Hayy established through his life the power of goodness, of a man being able to use his intelligence to discern the eternal truths and the answers to the human predicament through personal experience and without recourse to rituals or schools of thought or spiritual masters. And it is noteworthy that Absal, who is from the neighboring kingdom, is impressed by Hayy as Absal himself has been thinking along these lines and is escaping from an environment where more orthodox and rigid thinking are commonplace.
Hayy’s kindness and moral bearing in the face of tremendous adversity is striking. While Hayy is alone, he maintains his sense of benevolence. While he could be bitter about his life and ask, for example, what happened to his parents who pushed him into the sea like Moses, he does not. There is no anger or recrimination in him. He accepts life as it is and makes an attempt to find truth. This spirit reflects Nietzsche’s concept of Amor Fati, to accept, even embrace, your fate and not let it become a burden or hurdle.

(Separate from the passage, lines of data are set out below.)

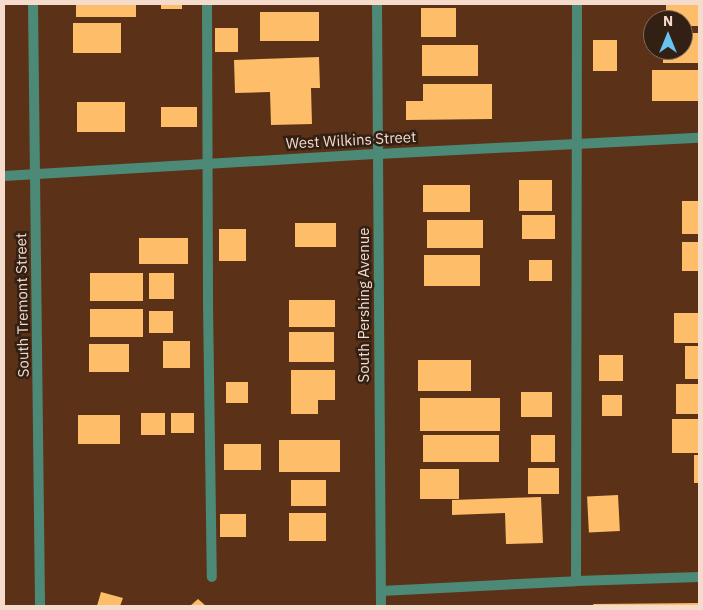 <!DOCTYPE html>
<html>
<head>
<meta charset="utf-8">
<style>
	body { margin:0 }
	#map { position:relative; width:703px; height:610px; overflow:hidden; background:#5b3217; font-family:"IBM Plex Sans",sans-serif }
	div>[style] { position:absolute }
	[style*='--x'] { left:calc(var(--x)*1px); top:calc(var(--y)*1px); width:calc(var(--w)*1px); rotate:calc(var(--a)*1deg) }
	.building>* { inset:0; background:#fdbd69; transform-origin:0 0 }
	.lane>* { height:10px; margin:-5px; padding:0 5px; transform-origin:5px; border-radius:5px; background:#4c8977 }
	.street>* { height:10px; margin:-5px; padding:0 5px; transform-origin:5px; border-radius:5px; background:#4c8977 }
	span { translate:-50% -50%; white-space:nowrap; text-align:center; line-height:1.15; -webkit-text-stroke:5px #332014; paint-order:stroke }
	.street-label { font-size:15px; color:#f5dbcc }
	.frame { position:absolute; inset:0; border:5px solid #f5dbcc; pointer-events:none }
	.north { position:absolute; left:643px; top:10px; width:50px; height:50px; box-sizing:border-box; background:#332014; border:1px solid #816b5e; border-radius:50%; rotate:0deg; font-size:14px; font-weight:700; line-height:20px; text-align:center; color:#f5dbcc }
	.north::after { content:''; display:block; margin:auto; width:18px; height:22px; background:#69c3f1; clip-path:polygon(50% 0,100% 100%,50% 72%,0 100%) }
</style>
</head>
<body>
<div id="map">
	<div class="building">
		<div style="left:76px;top:4px;width:60px;height:13px"></div>
		<div style="left:161px;top:4px;width:21px;height:5px"></div>
		<div style="clip-path:polygon(666px 4px,699px 4px,699px 26px,683px 26px,683px 20px,666px 20px)"></div>
		<div style="left:421px;top:8px;width:35px;height:29px"></div>
		<div style="left:260px;top:12px;width:59px;height:29px"></div>
		<div style="left:73px;top:23px;width:48px;height:30px"></div>
		<div style="left:215px;top:28px;width:23px;height:24px"></div>
		<div style="clip-path:polygon(683px 33px,699px 33px,699px 63px,663px 63px,663px 50px,683px 50px)"></div>
		<div style="left:593px;top:40px;width:24px;height:31px"></div>
		<div style="left:422px;top:45px;width:56px;height:31px"></div>
		<div style="clip-path:polygon(319px 57px,320px 88px,311px 88px,312px 124px,271px 125px,270px 92px,235px 93px,234px 60px)"></div>
		<div style="left:652px;top:70px;width:47px;height:31px"></div>
		<div style="clip-path:polygon(423px 84px,492px 84px,492px 119px,406px 120px,406px 101px,423px 101px)"></div>
		<div style="left:77px;top:102px;width:48px;height:30px"></div>
		<div style="left:161px;top:107px;width:36px;height:20px"></div>
		<div style="left:519px;top:180px;width:33px;height:31px"></div>
		<div style="left:423px;top:185px;width:47px;height:27px"></div>
		<div style="left:699px;top:201px;width:33px;height:17px;rotate:90deg"></div>
		<div style="left:522px;top:215px;width:33px;height:24px"></div>
		<div style="left:427px;top:220px;width:56px;height:28px"></div>
		<div style="left:295px;top:223px;width:41px;height:24px"></div>
		<div style="left:219px;top:229px;width:27px;height:32px"></div>
		<div style="left:139px;top:238px;width:49px;height:26px"></div>
		<div style="left:682px;top:242px;width:17px;height:29px"></div>
		<div style="left:424px;top:255px;width:56px;height:31px"></div>
		<div style="left:529px;top:260px;width:23px;height:21px"></div>
		<div style="left:90px;top:273px;width:53px;height:28px"></div>
		<div style="left:149px;top:273px;width:25px;height:26px"></div>
		<div style="left:289px;top:300px;width:46px;height:27px"></div>
		<div style="left:90px;top:309px;width:53px;height:28px"></div>
		<div style="left:149px;top:311px;width:24px;height:22px"></div>
		<div style="left:674px;top:313px;width:25px;height:30px"></div>
		<div style="left:289px;top:332px;width:45px;height:30px"></div>
		<div style="left:163px;top:341px;width:27px;height:27px"></div>
		<div style="left:89px;top:344px;width:40px;height:28px"></div>
		<div style="left:685px;top:346px;width:14px;height:33px"></div>
		<div style="left:599px;top:355px;width:24px;height:26px"></div>
		<div style="left:418px;top:360px;width:53px;height:31px"></div>
		<div style="clip-path:polygon(291px 370px,335px 370px,335px 400px,318px 400px,318px 414px,291px 414px)"></div>
		<div style="left:226px;top:382px;width:22px;height:21px"></div>
		<div style="left:676px;top:384px;width:23px;height:30px"></div>
		<div style="left:521px;top:392px;width:31px;height:25px"></div>
		<div style="left:602px;top:395px;width:20px;height:21px"></div>
		<div style="left:420px;top:398px;width:80px;height:33px"></div>
		<div style="left:141px;top:413px;width:24px;height:22px"></div>
		<div style="left:171px;top:413px;width:23px;height:20px"></div>
		<div style="left:78px;top:415px;width:42px;height:29px"></div>
		<div style="left:672px;top:419px;width:27px;height:34px"></div>
		<div style="left:423px;top:435px;width:76px;height:27px"></div>
		<div style="left:531px;top:435px;width:24px;height:27px"></div>
		<div style="left:279px;top:440px;width:61px;height:32px"></div>
		<div style="left:224px;top:444px;width:37px;height:26px"></div>
		<div style="left:694px;top:455px;width:5px;height:28px"></div>
		<div style="left:528px;top:468px;width:31px;height:26px"></div>
		<div style="left:420px;top:469px;width:39px;height:30px"></div>
		<div style="left:291px;top:480px;width:35px;height:26px"></div>
		<div style="left:618px;top:495px;width:36px;height:31px;rotate:87deg"></div>
		<div style="clip-path:polygon(541px 497px,543px 543px,506px 544px,505px 513px,452px 515px,452px 500px)"></div>
		<div style="left:289px;top:513px;width:37px;height:28px"></div>
		<div style="left:220px;top:514px;width:26px;height:23px"></div>
		<div style="clip-path:polygon(101px 592px,123px 598px,120px 606px,97px 606px)"></div>
		<div style="clip-path:polygon(198px 599px,206px 606px,190px 606px)"></div>
		<div style="clip-path:polygon(699px 603px,699px 606px,594px 606px,593px 604px)"></div>
	</div>
	<div class="lane">
		<div style="--x:207;--y:4;--w:300;--a:89.8"></div>
		<div style="--x:208;--y:304;--w:273;--a:89.2"></div>
		<div style="--x:576;--y:581;--w:123;--a:-1.9"></div>
		<div style="--x:381;--y:591;--w:195;--a:-2.9"></div>
		<div style="--x:576;--y:581;--w:577;--a:-89.9"></div>
	</div>
	<div class="street">
		<div style="--x:33;--y:4;--w:602;--a:89.33"></div>
		<div style="--x:377;--y:4;--w:602;--a:89.62"></div>
		<div style="--x:4;--y:176;--w:375;--a:-3.4"></div>
		<div style="--x:378;--y:154;--w:321;--a:-2.9"></div>
	</div>
	<div class="street-label">
		<span style="left:351px;top:140px;rotate:-3deg">West Wilkins Street</span>
		<span style="left:22px;top:305px;rotate:-91deg">South Tremont Street</span>
		<span style="left:364px;top:305px;rotate:-90deg">South Pershing Avenue</span>
	</div>
	<div class="frame"></div>
	<div class="north">N</div>
</div>
</body>
</html>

How is Hayy’s story relevant in our Covid dominated world? What lessons does it have for us? First, the urgent issue of climate change: Hayy underlines respect for vegetation, trees, plants, and the natural environment which is extremely relevant for us as we face this crisis. Second: There is a simplicity and austerity in living, in practicing silence, and meditation. Third, the need to avoid excess and consumerist self-indulgence. Fourth, to come to conclusions based in fact and knowledge. Finally, the importance of compassion and love for all life including that of animals—Hayy treats his mother deer like his real mother. In short, Hayy ibn Yaqdhan is asking us through his example to discover ourselves and to strive towards a higher vision. With Covid we have the possibility to think anew about how to treat our fellow humans and the natural environment that we share. By heeding the lessons from Hayy’s life, we really are given a chance to think of our own life.
Dr Akbar S Ahmed is an American-Pakistani academic, author, poet, playwright, filmmaker and former diplomat. Dr Ahmed currently holds the Ibn Khaldun Chair of Islamic Studies and is Professor of International Relations at the American University in Washington, DC.. He was the former High Commissioner of Pakistan to the UK and Ireland.